For some strange reason – well, a couple of strange reasons, actually – I have a lot of feathers, and limiting myself to gluing them to things is kind of, well, limiting. Especially if I want to make dangly earrings, or necklaces, or or things, with them.

Wire wrapping seemed like the easiest way to make dangly things with them. I can’t recall if I found any examples online before I got started (my first page of Google hits now doesn’t turn up any particularly good tutorials), so let’s just say I made it up as I went along.

I have a lovely photoset at Flickr, with instructions, or you can read it all right here. (One of these days, I may also make an Instructable, but when I started one a week or two ago, the interface was so aggravating that I gave up.)

First, you need the following tools and materials:

  • round-nose pliers*
  • flat nose pliers*
  • wire cutters
  • feathers
  • very thin wire (I used 26 gauge)

I tried two different methods. The first starts by forming a loop (with one short end and one long end) in the wire, to hang the feather from, and then wrapping wire down the shaft of the feather, trapping the short end of the wire against the feather shaft. The second starts by wrapping wire UP the shaft of the feather, again trapping wire against the shaft, then forming the hanging loop, and finishing by wrapping the remaining wire back down the shaft. I like the first method better, but both seem to create a pretty firm connection between the wire and the feather, though I didn’t try REALLY REALLY HARD to pull the feathers free.

So. On to the wrapping:

Measuring the wire by jfeathersmith.

Because this was a tiny feather (OMG do not use a tiny feather for your first try) I wanted to have almost as much straight wire held against the feather as there was bare feather shaft. It seemed like it would be the strongest way to wire the feather, and aesthetically appealing.

Measuring the wire (2) by jfeathersmith.

I grabbed the wire with the round-nose pliers where I wanted the straight part to end, and the loop (to hang the feather from) to begin.

Make a wire loop by jfeathersmith.

I wrapped the long end (still attached to the spool, because I like making life more complicated) around the pliers to complete the loop.

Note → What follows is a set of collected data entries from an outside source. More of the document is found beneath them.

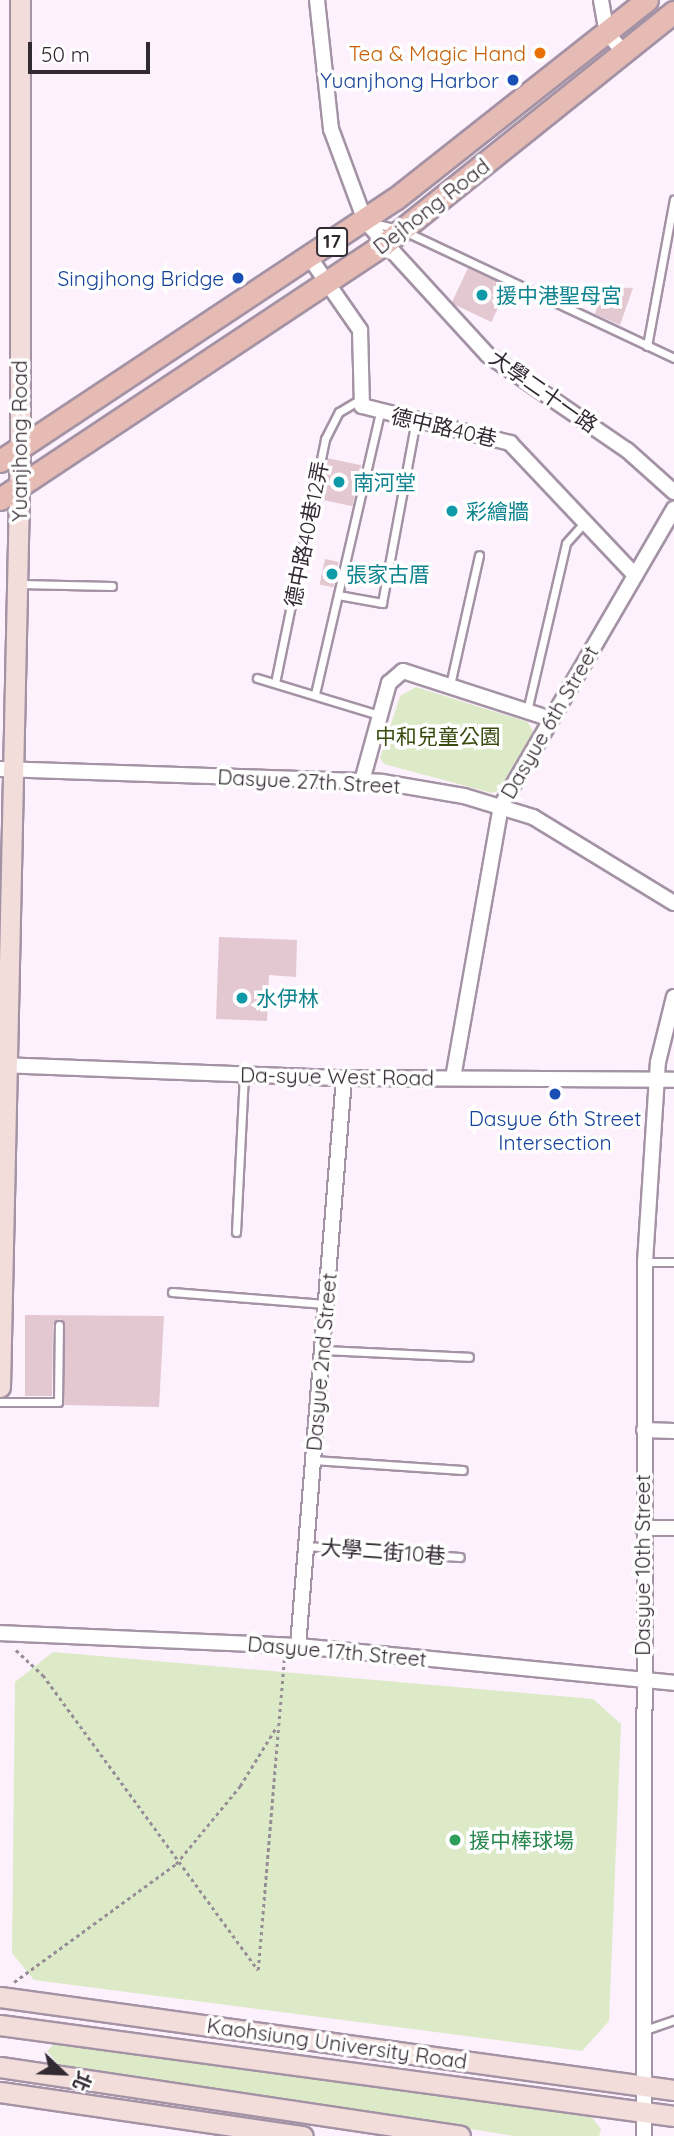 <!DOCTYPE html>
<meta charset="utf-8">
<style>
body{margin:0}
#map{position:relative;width:674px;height:2136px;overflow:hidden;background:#fdf1fd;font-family:Quicksand,"Noto Sans TC",sans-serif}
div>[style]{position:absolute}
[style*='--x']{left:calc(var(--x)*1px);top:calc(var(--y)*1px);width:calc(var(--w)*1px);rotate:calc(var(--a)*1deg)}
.green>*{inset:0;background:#ddeac8}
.building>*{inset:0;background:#e3c7d1;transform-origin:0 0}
.path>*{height:2.5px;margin-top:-1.25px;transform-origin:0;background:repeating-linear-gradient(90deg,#978d97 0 3.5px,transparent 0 7px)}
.roads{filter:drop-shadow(2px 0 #a492a5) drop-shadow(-2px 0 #a492a5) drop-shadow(0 2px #a492a5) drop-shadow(0 -2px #a492a5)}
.lane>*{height:7px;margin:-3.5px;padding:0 3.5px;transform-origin:3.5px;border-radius:3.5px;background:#fff}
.street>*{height:14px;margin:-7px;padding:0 7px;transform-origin:7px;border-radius:7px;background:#fff}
.secondary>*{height:19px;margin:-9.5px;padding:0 9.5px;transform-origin:9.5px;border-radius:9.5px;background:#f3ddda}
.primary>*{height:21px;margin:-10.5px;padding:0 10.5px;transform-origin:10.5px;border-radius:10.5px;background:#e6bbb4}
.dots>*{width:19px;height:19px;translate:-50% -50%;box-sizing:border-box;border:4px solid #fff;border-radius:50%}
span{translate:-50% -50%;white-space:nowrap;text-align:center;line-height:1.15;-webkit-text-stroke:7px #fff;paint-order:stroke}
.shield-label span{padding:2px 5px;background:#fff;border:2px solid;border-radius:5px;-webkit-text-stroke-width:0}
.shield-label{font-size:19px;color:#322a32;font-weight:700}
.food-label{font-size:21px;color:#c56008}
.right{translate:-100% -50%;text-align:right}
.transit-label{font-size:21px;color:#164399}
.street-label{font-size:21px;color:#322a32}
.culture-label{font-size:21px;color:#0d838f}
.left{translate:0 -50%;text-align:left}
.park-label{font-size:21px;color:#394b0e}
.leisure-label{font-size:21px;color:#27864d}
.north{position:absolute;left:28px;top:2038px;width:70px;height:70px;-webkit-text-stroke:5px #fff;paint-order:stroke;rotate:113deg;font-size:19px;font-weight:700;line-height:28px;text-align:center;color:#322a32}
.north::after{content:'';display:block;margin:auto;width:24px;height:32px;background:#322a32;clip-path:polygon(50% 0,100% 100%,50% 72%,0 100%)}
.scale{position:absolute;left:28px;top:42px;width:122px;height:32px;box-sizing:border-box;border:4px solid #322a32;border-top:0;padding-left:9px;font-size:21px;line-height:24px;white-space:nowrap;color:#322a32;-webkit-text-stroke:5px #fff;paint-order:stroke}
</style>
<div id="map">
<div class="green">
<div style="clip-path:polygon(416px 687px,528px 722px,533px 732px,502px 789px,492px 793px,384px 764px,380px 758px,400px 696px)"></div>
<div style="clip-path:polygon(53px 1652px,593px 1699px,621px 1724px,609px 2021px,582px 2051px,34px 1980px,12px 1953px,15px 1682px)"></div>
<div style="clip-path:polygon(63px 2035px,591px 2116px,601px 2129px,599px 2136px,514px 2136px,58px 2064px,47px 2051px)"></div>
</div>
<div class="building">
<div style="left:468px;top:268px;width:44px;height:39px;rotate:25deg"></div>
<div style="clip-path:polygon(603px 287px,633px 288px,620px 325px,595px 314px)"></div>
<div style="left:327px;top:458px;width:35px;height:42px;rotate:12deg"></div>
<div style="left:325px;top:559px;width:14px;height:26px;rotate:12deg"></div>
<div style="clip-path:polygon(219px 937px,297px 940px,296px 977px,269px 975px,267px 1021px,216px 1019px)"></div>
<div style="clip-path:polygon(25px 1315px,164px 1316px,159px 1407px,63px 1405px,65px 1325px,60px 1319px,53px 1325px,52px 1396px,25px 1396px)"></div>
</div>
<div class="path">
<div style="--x:16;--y:1650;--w:37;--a:43"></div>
<div style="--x:43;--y:1675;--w:365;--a:53.9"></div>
<div style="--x:258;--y:1970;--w:312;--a:-85.2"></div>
<div style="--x:14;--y:1982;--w:200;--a:-36.1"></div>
<div style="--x:176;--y:1864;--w:101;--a:-50.6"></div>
<div style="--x:240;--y:1786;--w:70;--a:-58.3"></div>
</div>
<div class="roads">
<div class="lane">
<div style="--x:368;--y:222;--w:35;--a:13"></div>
<div style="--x:402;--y:230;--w:301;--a:25.2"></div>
<div style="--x:647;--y:346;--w:149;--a:-79.6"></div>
<div style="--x:19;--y:584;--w:93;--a:1.2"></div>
<div style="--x:338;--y:595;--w:45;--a:10.3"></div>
<div style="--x:382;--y:603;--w:186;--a:-79.5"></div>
<div style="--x:257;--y:678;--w:127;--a:16.9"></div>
<div style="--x:275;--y:683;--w:249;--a:-78.4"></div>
<div style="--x:325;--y:439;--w:30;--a:-63"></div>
<div style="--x:339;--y:412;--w:23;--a:-31"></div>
<div style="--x:450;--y:685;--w:133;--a:-77.4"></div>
<div style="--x:315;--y:694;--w:289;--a:-77"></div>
<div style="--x:527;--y:711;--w:172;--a:-76.9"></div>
<div style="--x:566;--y:543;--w:27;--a:-48"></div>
<div style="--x:236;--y:1232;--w:158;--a:-87.1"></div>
<div style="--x:645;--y:1262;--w:29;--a:0"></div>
<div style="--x:172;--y:1292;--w:153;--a:4.5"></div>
<div style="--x:322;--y:1350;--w:147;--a:2.7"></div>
<div style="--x:0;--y:1402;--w:58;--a:0"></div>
<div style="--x:58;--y:1402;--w:77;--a:-89.3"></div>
<div style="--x:313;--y:1460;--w:150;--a:3.8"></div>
<div style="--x:306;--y:1546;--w:154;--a:4.1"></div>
<div style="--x:645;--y:2030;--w:31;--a:-19"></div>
</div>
<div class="street">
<div style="--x:317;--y:0;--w:130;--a:83.8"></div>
<div style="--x:331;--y:129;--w:98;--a:69.7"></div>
<div style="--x:365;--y:221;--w:182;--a:47.5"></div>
<div style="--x:488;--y:355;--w:168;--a:34.4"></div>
<div style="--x:627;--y:450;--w:63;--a:41.8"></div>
<div style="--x:601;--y:0;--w:34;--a:80"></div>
<div style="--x:607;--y:33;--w:28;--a:49"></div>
<div style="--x:310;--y:258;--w:88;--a:55.2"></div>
<div style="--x:360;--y:330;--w:76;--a:88.5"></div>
<div style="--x:362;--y:406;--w:153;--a:14"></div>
<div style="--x:510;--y:443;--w:182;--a:46.6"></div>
<div style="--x:0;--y:769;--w:382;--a:1.9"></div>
<div style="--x:382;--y:782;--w:83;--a:9.7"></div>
<div style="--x:464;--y:796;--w:72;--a:16.9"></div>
<div style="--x:533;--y:817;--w:165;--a:31.4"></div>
<div style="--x:362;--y:781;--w:102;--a:-74.6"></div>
<div style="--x:389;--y:683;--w:18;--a:-41"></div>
<div style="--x:403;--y:671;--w:156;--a:18"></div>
<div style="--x:0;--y:1065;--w:344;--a:2.2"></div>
<div style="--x:344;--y:1078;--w:330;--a:0.3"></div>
<div style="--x:453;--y:1078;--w:276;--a:-80"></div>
<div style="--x:501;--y:806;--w:344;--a:-59.8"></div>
<div style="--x:644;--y:1430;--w:30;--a:2"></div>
<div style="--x:643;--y:1528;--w:31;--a:0"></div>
<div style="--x:0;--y:1633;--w:298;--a:2.5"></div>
<div style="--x:298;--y:1646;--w:378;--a:5.6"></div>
<div style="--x:298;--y:1646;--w:570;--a:-85.37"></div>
<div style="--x:644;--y:2136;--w:874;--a:-89.93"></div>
<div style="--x:645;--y:1262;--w:200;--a:-86.3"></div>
<div style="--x:658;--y:1062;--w:67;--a:-76.2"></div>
</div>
<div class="secondary">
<div style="--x:0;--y:1387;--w:940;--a:-88.78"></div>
<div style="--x:20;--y:447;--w:447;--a:-90"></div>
<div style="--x:0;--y:1997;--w:680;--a:7.86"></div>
<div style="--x:0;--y:2025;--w:680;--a:7.69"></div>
<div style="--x:0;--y:2067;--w:465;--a:8.5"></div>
<div style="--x:0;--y:2092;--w:306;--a:8.3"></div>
</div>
<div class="primary">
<div style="--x:0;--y:461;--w:474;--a:-33.6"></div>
<div style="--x:395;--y:199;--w:321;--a:-38.3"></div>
<div style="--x:0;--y:499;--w:461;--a:-33.6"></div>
<div style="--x:384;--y:244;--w:371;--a:-38.7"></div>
</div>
</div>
<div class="dots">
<div style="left:540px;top:53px;background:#e8710a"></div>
<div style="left:513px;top:80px;background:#1a4fb4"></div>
<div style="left:238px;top:278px;background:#1a4fb4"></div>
<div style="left:482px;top:295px;background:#0f9aa8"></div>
<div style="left:339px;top:482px;background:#0f9aa8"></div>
<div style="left:452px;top:511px;background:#0f9aa8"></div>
<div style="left:332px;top:574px;background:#0f9aa8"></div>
<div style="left:242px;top:998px;background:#0f9aa8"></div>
<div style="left:555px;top:1094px;background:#1a4fb4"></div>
<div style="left:455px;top:1840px;background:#2e9e5b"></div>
</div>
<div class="shield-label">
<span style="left:332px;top:242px">17</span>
</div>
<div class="food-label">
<span class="right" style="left:526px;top:53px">Tea &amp; Magic Hand</span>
</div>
<div class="transit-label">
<span class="right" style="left:499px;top:80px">Yuanjhong Harbor</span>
<span class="right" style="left:224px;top:278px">Singjhong Bridge</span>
<span style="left:555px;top:1130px">Dasyue 6th Street<br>Intersection</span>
</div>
<div class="street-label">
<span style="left:431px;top:206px;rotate:-38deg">Dejhong Road</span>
<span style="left:544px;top:391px;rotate:35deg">大學二十一路</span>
<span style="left:444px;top:427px;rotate:13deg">德中路40巷</span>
<span style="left:19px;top:441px;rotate:-90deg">Yuanjhong Road</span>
<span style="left:306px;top:534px;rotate:-79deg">德中路40巷12弄</span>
<span style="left:549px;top:722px;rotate:-60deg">Dasyue 6th Street</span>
<span style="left:309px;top:781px;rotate:3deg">Dasyue 27th Street</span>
<span style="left:337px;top:1076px;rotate:1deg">Da-syue West Road</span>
<span style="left:321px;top:1362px;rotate:-85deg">Dasyue 2nd Street</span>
<span style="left:383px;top:1551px;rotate:4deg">大學二街10巷</span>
<span style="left:642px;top:1565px;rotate:-90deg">Dasyue 10th Street</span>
<span style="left:337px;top:1651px;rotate:5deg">Dasyue 17th Street</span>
<span style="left:337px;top:2043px;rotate:8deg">Kaohsiung University Road</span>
</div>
<div class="culture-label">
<span class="left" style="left:496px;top:295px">援中港聖母宮</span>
<span class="left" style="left:353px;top:482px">南河堂</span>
<span class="left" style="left:466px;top:511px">彩繪牆</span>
<span class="left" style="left:346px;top:574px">張家古厝</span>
<span class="left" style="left:256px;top:998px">水伊林</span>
</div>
<div class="park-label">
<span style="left:438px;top:736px">中和兒童公園</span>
</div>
<div class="leisure-label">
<span class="left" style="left:469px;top:1840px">援中棒球場</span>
</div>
<div class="north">北</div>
<div class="scale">50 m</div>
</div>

Completing the loop by jfeathersmith.

Then I bent the long end back around the short straight end, to start the wrapping of wire around the straight wire plus - in a moment - the feather.

Another view of the loop by jfeathersmith.

Another view of the loop

Is the length right? by jfeathersmith.

I checked to make sure I still had the right length of wire to hold next to the shaft, and finally cut the long wire free of the spool, so I had about 2 inches of wire to wrap -around- the shaft and short end.

Preparing to wrap the feather by jfeathersmith.

Why you should not use a tiny feather: Because holding the thin wire and the thin shaft together tightly while also wrapping thin wire AROUND them both is a pain in the butt. Holding the short wire and the shaft really tightly with pliers helped some (yes, it squashed the shaft. in fact I think it broke it a bit. it doesn't matter; you can't see it when you're done).

Examine this loop by jfeathersmith.

See that tiny loop of wire wrapped around the straight wire? Adjust that slightly if necessary so that it is just big enough to hold the very end of the feather shaft. That helps with the final wrapping.

Another view of the shaft-holding loop by jfeathersmith.

Another view of the loop

Grasp firmly and wrap by jfeathersmith.

I gave up on the pliers because I couldn't get coordinated enough to manage and just pinched the feather+wire together tightly with my fingers. Having fingernails helps. Once I had the short piece of wire and the feather closely aligned, and the shaft of the feather just butting against the loop, I wrapped the long piece of wire around and around the shaft+wire combo.

Wire-wrapped feather earring by jfeathersmith.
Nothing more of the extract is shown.